Recorded information:
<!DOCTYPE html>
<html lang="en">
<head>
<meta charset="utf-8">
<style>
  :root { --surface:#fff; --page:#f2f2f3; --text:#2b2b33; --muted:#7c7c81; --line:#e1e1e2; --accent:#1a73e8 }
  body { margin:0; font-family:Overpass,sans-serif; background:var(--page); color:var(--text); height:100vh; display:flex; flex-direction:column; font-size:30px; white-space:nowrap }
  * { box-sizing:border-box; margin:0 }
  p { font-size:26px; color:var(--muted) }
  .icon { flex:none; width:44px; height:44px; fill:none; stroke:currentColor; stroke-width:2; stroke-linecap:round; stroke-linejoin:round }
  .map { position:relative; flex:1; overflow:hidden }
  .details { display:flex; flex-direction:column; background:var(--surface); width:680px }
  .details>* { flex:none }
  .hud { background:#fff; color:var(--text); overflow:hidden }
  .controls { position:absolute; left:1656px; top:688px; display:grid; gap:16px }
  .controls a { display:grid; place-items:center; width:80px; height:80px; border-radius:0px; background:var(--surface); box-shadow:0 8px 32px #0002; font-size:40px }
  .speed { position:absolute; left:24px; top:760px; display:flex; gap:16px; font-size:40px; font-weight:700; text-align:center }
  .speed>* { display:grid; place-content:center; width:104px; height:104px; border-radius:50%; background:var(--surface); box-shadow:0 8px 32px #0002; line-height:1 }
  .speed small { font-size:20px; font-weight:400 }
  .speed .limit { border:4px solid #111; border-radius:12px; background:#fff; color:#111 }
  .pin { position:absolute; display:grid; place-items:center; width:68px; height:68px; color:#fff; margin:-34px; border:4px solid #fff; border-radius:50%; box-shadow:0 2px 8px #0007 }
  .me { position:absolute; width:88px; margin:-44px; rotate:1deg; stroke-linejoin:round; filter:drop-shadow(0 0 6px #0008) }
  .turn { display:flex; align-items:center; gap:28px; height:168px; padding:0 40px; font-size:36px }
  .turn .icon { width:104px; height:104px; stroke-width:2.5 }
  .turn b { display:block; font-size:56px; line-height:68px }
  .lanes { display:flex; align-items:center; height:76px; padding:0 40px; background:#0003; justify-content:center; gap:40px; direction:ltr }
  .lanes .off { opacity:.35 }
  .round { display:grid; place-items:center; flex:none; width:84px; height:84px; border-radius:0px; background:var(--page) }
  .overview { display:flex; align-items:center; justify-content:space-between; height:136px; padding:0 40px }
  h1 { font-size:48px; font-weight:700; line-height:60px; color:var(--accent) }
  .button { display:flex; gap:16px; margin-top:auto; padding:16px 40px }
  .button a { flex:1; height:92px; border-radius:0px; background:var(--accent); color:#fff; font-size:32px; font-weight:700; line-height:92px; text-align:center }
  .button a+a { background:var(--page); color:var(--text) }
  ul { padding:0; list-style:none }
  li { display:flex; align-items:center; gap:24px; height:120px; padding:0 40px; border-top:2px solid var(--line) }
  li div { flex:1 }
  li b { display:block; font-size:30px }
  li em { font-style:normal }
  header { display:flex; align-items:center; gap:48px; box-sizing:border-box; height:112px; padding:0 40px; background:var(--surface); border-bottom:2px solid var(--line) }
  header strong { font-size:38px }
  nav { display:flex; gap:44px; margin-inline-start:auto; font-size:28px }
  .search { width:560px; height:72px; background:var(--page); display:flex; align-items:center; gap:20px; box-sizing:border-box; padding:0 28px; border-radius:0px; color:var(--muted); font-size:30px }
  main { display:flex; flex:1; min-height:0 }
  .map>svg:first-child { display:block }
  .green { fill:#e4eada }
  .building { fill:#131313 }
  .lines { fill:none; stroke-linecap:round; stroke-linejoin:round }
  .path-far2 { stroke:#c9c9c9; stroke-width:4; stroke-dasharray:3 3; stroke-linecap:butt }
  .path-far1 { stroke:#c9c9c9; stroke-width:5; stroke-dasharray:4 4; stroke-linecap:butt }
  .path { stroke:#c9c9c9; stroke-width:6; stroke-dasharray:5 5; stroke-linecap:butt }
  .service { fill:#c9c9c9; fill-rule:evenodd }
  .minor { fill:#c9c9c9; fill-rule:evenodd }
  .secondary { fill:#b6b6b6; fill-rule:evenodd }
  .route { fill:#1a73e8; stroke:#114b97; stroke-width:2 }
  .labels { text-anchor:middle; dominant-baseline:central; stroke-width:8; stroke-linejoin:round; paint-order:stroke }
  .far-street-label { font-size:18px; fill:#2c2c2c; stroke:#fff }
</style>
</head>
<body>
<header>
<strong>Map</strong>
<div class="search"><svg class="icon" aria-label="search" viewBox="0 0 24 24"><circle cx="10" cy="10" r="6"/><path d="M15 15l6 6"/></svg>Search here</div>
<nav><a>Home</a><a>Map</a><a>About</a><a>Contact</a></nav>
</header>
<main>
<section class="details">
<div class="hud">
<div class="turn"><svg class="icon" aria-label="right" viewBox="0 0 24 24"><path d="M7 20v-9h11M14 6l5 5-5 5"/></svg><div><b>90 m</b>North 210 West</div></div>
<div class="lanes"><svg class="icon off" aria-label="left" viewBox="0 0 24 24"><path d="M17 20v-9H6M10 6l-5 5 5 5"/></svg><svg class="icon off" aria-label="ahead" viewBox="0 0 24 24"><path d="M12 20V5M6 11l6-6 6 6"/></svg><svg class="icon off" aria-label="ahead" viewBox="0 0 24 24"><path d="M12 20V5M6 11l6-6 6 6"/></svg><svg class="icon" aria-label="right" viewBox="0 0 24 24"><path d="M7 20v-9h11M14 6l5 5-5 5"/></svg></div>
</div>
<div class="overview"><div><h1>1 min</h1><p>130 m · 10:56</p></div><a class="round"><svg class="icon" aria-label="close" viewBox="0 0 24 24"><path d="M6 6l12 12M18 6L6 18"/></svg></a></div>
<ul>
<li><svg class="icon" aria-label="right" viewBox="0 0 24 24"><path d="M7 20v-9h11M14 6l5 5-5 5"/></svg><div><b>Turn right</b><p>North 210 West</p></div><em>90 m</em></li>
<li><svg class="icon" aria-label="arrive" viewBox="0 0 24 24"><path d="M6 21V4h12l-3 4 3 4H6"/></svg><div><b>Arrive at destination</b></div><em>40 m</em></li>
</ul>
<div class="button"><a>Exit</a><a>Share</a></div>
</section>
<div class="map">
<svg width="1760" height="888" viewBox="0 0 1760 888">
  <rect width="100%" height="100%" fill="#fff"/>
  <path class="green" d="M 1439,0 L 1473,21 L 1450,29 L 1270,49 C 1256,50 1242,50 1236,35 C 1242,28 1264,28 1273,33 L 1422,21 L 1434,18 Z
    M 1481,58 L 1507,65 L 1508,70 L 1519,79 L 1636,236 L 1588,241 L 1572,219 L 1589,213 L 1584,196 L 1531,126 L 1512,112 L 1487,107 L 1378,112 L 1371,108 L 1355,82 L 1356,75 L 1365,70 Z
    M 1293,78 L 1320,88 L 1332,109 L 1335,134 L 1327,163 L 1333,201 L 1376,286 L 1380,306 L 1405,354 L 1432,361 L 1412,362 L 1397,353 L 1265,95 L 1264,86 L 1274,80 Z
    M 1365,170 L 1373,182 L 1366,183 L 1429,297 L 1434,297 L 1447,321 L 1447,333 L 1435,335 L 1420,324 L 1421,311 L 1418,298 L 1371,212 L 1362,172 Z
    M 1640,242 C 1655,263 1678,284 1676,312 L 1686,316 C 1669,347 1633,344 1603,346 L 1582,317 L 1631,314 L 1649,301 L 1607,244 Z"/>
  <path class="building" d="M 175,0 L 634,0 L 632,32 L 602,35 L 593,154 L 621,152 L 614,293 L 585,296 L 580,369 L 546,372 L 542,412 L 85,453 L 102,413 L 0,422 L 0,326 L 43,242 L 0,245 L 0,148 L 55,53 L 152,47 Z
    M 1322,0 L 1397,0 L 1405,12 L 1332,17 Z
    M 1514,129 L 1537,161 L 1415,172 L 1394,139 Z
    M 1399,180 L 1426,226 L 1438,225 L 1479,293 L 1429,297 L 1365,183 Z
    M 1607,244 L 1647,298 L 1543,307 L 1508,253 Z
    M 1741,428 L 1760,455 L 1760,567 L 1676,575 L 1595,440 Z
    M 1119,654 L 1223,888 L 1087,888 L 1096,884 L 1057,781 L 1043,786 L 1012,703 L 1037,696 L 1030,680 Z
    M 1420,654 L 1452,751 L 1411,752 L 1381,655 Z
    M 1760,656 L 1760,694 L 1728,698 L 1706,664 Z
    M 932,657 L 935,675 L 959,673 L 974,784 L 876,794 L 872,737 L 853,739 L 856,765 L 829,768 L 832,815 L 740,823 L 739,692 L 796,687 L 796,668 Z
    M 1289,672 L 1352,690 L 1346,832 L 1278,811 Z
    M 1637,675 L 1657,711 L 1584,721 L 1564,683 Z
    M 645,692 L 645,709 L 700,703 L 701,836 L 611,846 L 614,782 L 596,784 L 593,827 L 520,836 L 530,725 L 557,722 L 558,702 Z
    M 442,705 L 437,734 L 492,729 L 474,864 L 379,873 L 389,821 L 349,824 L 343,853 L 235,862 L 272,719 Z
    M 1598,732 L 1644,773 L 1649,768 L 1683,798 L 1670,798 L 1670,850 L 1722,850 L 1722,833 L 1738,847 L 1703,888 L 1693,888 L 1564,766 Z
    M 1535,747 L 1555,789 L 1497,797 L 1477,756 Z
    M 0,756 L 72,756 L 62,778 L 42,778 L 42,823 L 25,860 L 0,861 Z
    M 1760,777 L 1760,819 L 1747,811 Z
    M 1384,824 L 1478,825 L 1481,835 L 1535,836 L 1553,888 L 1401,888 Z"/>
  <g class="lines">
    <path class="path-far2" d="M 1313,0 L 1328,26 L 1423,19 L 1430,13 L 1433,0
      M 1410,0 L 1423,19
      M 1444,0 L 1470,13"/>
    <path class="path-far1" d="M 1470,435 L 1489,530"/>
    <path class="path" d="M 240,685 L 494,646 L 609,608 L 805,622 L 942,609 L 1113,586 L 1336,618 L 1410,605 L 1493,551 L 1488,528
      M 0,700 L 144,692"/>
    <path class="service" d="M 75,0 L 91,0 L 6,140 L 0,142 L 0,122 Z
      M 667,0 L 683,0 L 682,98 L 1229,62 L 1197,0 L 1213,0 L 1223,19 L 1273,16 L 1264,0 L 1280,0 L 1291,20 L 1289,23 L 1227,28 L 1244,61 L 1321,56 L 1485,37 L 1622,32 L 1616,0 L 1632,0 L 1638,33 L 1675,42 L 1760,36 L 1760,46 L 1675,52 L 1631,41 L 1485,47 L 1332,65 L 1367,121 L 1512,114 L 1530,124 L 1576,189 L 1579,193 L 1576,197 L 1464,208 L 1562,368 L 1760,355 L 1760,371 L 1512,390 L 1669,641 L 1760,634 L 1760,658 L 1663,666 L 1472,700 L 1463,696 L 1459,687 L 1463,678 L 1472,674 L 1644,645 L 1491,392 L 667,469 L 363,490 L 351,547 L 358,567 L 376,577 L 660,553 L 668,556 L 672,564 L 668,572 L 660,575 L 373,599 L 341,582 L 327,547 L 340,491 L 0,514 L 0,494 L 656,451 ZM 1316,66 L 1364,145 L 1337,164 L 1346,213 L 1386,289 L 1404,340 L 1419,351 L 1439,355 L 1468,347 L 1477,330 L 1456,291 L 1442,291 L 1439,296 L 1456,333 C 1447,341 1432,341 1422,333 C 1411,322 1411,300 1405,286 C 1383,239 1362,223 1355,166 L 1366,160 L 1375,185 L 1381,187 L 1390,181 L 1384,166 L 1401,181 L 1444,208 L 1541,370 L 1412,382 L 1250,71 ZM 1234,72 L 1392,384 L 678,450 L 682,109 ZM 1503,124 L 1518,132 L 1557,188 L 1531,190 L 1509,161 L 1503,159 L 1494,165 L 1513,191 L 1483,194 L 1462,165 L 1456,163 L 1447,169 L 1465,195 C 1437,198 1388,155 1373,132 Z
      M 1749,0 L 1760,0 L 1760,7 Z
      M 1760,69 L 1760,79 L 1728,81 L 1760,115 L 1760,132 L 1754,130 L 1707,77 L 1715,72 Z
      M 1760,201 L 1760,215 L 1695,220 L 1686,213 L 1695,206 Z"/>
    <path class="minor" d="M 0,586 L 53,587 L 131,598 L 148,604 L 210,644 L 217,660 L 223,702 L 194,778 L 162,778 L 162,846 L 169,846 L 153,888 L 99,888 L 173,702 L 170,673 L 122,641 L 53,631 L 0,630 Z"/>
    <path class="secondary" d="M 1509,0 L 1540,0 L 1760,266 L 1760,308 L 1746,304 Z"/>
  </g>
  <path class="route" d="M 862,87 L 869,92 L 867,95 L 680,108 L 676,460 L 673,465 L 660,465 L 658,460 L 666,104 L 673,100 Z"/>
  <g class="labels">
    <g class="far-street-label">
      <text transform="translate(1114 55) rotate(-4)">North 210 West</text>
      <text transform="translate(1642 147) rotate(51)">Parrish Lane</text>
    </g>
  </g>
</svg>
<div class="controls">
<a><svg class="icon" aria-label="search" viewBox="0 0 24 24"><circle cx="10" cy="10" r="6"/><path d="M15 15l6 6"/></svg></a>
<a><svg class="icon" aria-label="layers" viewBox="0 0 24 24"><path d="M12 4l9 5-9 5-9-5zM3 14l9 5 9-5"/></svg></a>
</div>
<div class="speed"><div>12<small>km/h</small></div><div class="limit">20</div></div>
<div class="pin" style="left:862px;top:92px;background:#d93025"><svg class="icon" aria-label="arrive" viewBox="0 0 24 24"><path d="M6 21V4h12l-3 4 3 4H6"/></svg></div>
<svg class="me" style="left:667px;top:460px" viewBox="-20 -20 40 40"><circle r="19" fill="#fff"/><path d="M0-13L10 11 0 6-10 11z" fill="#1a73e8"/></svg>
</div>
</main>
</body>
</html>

Your objective:
Only one stretch is wanted, so please give again exactly the lines from the start of the data through the line containing "position:absolute; width:88px; margin:-44px;", both ends included.

Finished task:
<!DOCTYPE html>
<html lang="en">
<head>
<meta charset="utf-8">
<style>
  :root { --surface:#fff; --page:#f2f2f3; --text:#2b2b33; --muted:#7c7c81; --line:#e1e1e2; --accent:#1a73e8 }
  body { margin:0; font-family:Overpass,sans-serif; background:var(--page); color:var(--text); height:100vh; display:flex; flex-direction:column; font-size:30px; white-space:nowrap }
  * { box-sizing:border-box; margin:0 }
  p { font-size:26px; color:var(--muted) }
  .icon { flex:none; width:44px; height:44px; fill:none; stroke:currentColor; stroke-width:2; stroke-linecap:round; stroke-linejoin:round }
  .map { position:relative; flex:1; overflow:hidden }
  .details { display:flex; flex-direction:column; background:var(--surface); width:680px }
  .details>* { flex:none }
  .hud { background:#fff; color:var(--text); overflow:hidden }
  .controls { position:absolute; left:1656px; top:688px; display:grid; gap:16px }
  .controls a { display:grid; place-items:center; width:80px; height:80px; border-radius:0px; background:var(--surface); box-shadow:0 8px 32px #0002; font-size:40px }
  .speed { position:absolute; left:24px; top:760px; display:flex; gap:16px; font-size:40px; font-weight:700; text-align:center }
  .speed>* { display:grid; place-content:center; width:104px; height:104px; border-radius:50%; background:var(--surface); box-shadow:0 8px 32px #0002; line-height:1 }
  .speed small { font-size:20px; font-weight:400 }
  .speed .limit { border:4px solid #111; border-radius:12px; background:#fff; color:#111 }
  .pin { position:absolute; display:grid; place-items:center; width:68px; height:68px; color:#fff; margin:-34px; border:4px solid #fff; border-radius:50%; box-shadow:0 2px 8px #0007 }
  .me { position:absolute; width:88px; margin:-44px; rotate:1deg; stroke-linejoin:round; filter:drop-shadow(0 0 6px #0008) }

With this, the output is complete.